Mr. Speaker, it is always a pleasure to be able to address the chamber.
This morning I would like to provide some thoughts in regard to Bill C-206. Its intent is to ultimately expand fuel charge relief provided for farmers by making some changes to the definition of “qualifying farming fuel”. Specifically, I understand the bill would add natural gas and propane to the eligible fuel list.
As we continue to fight the COVID-19 pandemic, it is really important to recognize that we are not in a position in which we can afford to ignore the real and immediate threat that climate change poses to our environment and our economy. I think it is important to recognize that fact, even in these very trying times.
We will continue, as we have in the past, to work to support Canada's farmers as they attempt to also fight climate change. I think it is also important to recognize that our farmers, and the farming industry as a whole, have contributed so much with they way they are fighting climate change. The modernization and technology that is being used on our farms is absolutely incredible, and every year it continues to get better.
I can recall the days in Saskatchewan of running on to the fields with the big John Deere tractors and cultivators. When we compare the way farming was back then to today, we see some significant changes in the way farms operate. We need to acknowledge that. We will support farmers, ranchers, food businesses and food processors because we recognize the important role they play in our economy, our society and our lifestyle.
It is also important that we recognize that pollution pricing is the most effective and efficient way to reduce the greenhouse gas emissions associated with climate change, and we have been saying that since the very beginning. In fact, all the direct revenues from the price on pollution go back to the jurisdiction that it came from.

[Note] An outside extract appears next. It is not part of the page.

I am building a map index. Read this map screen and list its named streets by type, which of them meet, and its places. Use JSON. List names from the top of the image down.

That has been the goal of the government, and Manitoba has benefited from that significantly. We are getting into the tens of millions of dollars. The majority of the constituents I represent get a net gain as a direct result of the price on pollution.

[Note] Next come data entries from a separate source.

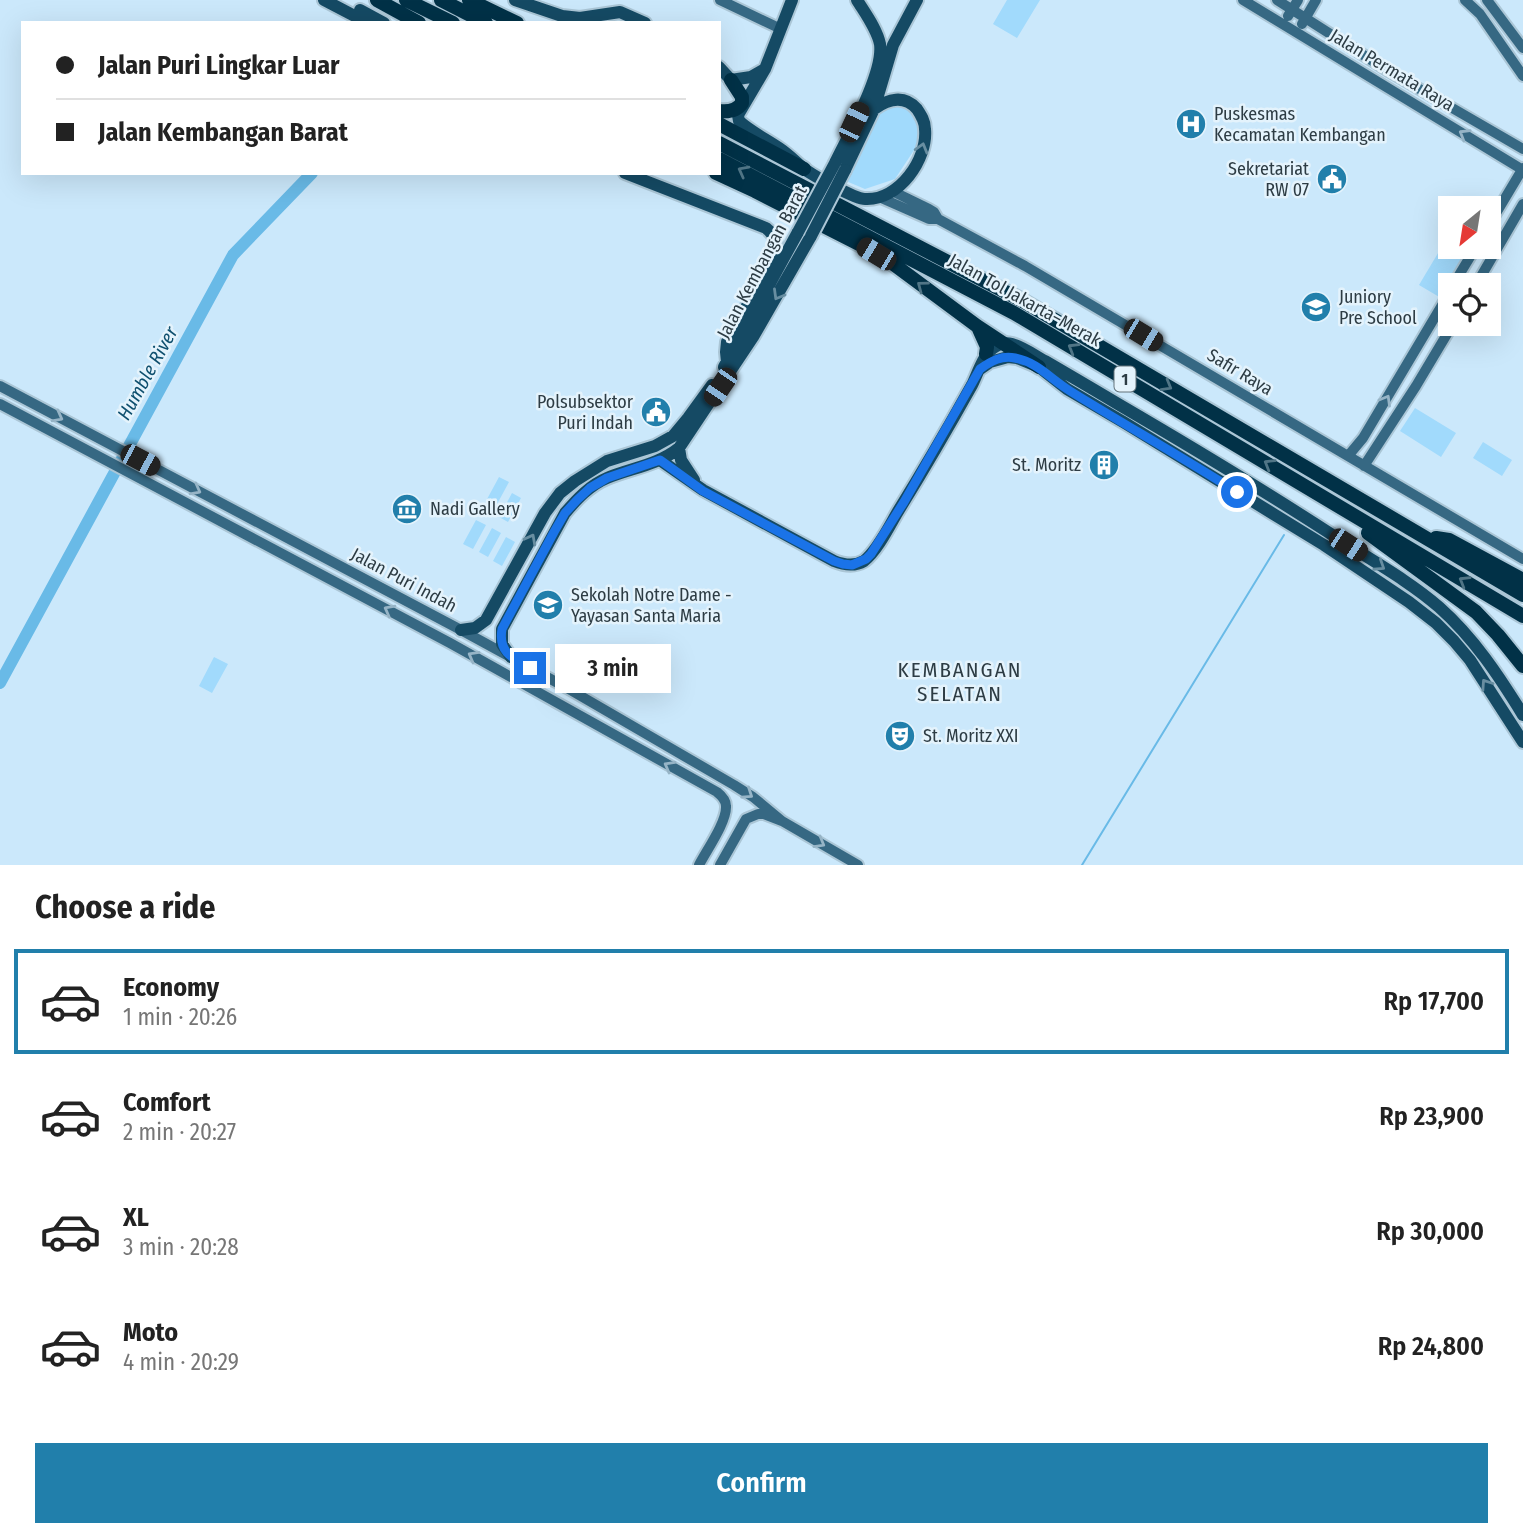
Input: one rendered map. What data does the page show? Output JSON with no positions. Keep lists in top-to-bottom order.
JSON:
{
  "streets": {
    "highway": ["Jalan Tol Jakarta–Merak", "1"],
    "main road": ["Jalan Kembangan Barat"],
    "street": ["Jalan Permata Raya", "Safir Raya", "Jalan Puri Indah"]
  },
  "crossings": [
    ["Jalan Kembangan Barat", "Jalan Puri Indah"]
  ],
  "districts": ["KEMBANGAN SELATAN"],
  "water": ["Humble River"],
  "places": {
    "hospital": ["Puskesmas Kecamatan Kembangan"],
    "public building": ["Sekretariat RW 07", "Polsubsektor Puri Indah"],
    "school or university": ["Juniory Pre School", "Sekolah Notre Dame - Yayasan Santa Maria"],
    "building": ["St. Moritz"],
    "museum": ["Nadi Gallery"],
    "theatre": ["St. Moritz XXI"]
  },
  "north": "bottom left",
  "page": {
    "banner": ["Jalan Puri Lingkar Luar", "Jalan Kembangan Barat"],
    "bubble": "3 min",
    "heading": "Choose a ride",
    "list": [
      {
        "name": "Economy",
        "note": "1 min · 20:26",
        "value": "Rp 17,700"
      },
      {
        "name": "Comfort",
        "note": "2 min · 20:27",
        "value": "Rp 23,900"
      },
      {
        "name": "XL",
        "note": "3 min · 20:28",
        "value": "Rp 30,000"
      },
      {
        "name": "Moto",
        "note": "4 min · 20:29",
        "value": "Rp 24,800"
      }
    ],
    "buttons": "Confirm"
  }
}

I think if we look around the world, we would see a huge amount of support for having a price on pollution. We can look to the Paris Agreement or talk about other provincial governments. In fact, British Columbia's government has led the way. Ironically, we would have to go back probably over 15 years to see when even the Province of Alberta initiated the idea on some form of price on pollution.
Instituting a price on pollution across Canada has been a priority of this government, and it has been, for the most part, very effective. For those jurisdictions that do not have something of a similar nature, Ottawa steps in to ensure that there is that sense of equity, in that all Canadians are contributing. We saw legislation that was brought in earlier with regard to net-zero emissions. This legislation is a first of its kind and was introduced by this government.
Again, we are very sensitive to the farmers. We will see what happens when this bill goes to committee, but the government, even during these trying times, has been there to support our farmers. We can talk about the $5 billion in additional farm credit that was unlocked, or the $100 million for the new agriculture and food business solutions fund. We also increased the Canadian Dairy Commission borrowing capacity by $200 million.
There was also an additional $35 million to improve health and safety on farms. We spent well over $100 million for agricultural recovery initiatives, which will ultimately support a national approach to responding to some of the huge additional costs people in farm businesses have had to incur. Also, from what I understand, we launched a $75-million emergency processing fund to help modernize and automate some of these facilities.
Our government knows and understands our Canadian farmers. They are a part of the climate change solution, and we will be there to continue to support them in the months and years ahead.